London Mayor Sadiq Khan said he wanted to try city-wide auctions as part of an environment strategy proposed to more than double the capital’s solar energy generation capacity by 2030.
The reverse auctions would be similar to the Solarize NYC model already used in New York, where multiple buyers pool together and panel sellers compete for one single contract, according to a draft solar action plan.
Plans for a new interactive map of the city to show potential hotspots for sun power as well as a change in planning guidance to favor photovoltaics on new developments. It also envisions a grant program for community solar and pilot programs to test how batteries can be delivered alongside photovoltaics. Those steps could help double London’s capacity for the technology to about 200 MW over the next 13 years, the mayor’s office said in the strategy document.
“I’ve set out my plans to improve London’s environment by fighting pollution, tackling waste and promoting cleaner energy so we can make London a healthier city that adapts to the impacts of climate change,” said Khan, according to the statement.
The mayor’s forecast “seems pretty trivial to achieve and may well happen anyway as a result of businesses and homeowners installing solar panels to save on electricity bills,” said Jenny Chase, head of solar analysis at Bloomberg New Energy Finance. Similar reverse auctions in the Netherlands have however successfully brought down costs, she said.
Kahn also urged the national government to develop a solar strategy applying to the whole country, saying the step could help increase capacity to 2 GW by 2050. A gigawatt is about as much as a new nuclear reactor produces.
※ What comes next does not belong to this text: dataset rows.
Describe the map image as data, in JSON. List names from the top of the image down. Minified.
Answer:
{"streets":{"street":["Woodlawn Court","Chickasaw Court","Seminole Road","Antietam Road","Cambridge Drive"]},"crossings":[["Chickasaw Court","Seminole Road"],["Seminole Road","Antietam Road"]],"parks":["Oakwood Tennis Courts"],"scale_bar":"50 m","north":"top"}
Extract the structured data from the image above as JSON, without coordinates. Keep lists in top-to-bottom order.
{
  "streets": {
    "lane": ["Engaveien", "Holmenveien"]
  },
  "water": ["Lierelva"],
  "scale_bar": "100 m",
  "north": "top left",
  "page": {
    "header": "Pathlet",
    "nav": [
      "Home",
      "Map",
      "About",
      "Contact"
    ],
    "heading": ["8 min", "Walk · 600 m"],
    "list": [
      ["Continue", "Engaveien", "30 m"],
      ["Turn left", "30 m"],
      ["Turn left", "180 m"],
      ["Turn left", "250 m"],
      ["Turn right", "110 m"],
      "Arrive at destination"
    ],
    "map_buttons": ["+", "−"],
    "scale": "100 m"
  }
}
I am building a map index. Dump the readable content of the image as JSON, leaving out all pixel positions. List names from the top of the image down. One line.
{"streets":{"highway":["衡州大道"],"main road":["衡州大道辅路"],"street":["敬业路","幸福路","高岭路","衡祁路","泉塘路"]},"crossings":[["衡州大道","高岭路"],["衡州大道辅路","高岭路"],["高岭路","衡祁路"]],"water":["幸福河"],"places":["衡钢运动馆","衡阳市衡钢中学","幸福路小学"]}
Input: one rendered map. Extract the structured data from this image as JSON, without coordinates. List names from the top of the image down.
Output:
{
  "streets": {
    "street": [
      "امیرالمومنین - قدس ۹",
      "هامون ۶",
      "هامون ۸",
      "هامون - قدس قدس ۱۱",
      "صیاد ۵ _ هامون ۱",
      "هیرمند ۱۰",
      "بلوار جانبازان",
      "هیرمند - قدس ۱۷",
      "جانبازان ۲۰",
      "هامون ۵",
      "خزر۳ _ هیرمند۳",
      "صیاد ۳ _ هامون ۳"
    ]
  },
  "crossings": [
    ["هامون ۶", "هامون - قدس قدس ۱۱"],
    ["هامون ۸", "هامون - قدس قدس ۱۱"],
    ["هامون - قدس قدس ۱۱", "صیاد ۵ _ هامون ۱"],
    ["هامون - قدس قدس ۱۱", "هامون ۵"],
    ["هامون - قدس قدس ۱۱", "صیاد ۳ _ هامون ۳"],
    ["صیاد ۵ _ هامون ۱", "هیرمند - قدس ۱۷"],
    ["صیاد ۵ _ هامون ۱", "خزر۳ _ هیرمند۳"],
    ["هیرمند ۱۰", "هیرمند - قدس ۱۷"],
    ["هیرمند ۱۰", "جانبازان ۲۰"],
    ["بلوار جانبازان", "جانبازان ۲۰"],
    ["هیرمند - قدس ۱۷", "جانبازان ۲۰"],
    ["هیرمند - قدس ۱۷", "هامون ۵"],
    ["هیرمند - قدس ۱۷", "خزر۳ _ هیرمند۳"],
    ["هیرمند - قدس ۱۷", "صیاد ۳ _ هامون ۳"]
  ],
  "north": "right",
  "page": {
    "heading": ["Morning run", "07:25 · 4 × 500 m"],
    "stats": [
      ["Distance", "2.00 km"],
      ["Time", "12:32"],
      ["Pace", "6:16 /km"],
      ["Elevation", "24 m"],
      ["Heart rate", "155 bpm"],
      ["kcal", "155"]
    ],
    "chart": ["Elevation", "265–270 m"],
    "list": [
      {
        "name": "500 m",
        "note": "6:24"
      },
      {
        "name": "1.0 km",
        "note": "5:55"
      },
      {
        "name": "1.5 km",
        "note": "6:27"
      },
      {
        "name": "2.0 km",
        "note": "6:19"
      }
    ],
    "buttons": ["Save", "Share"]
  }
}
The solar proposals were announced as part of an Environment Strategy Consultation, which includes a new 9 million-pound ($11.66 million) Greener City Fund to boost tree planting and green infrastructure. The mayor’s office said the changes could make London “one of the greenest cities on Earth.”
Khan said he wanted London to become the first “National Park City” in 2019, which would protect and increase the amount of green space in the capital. Those include using planning regulations to protect undeveloped land and encouraging the installation of so-called “green roofs” that are covered with plants.
The plan could help reduce London’s air pollution, which is some of the worst in Europe and causes almost 10,000 premature deaths a year, according to research by the Environmental Research Group at King’s College London.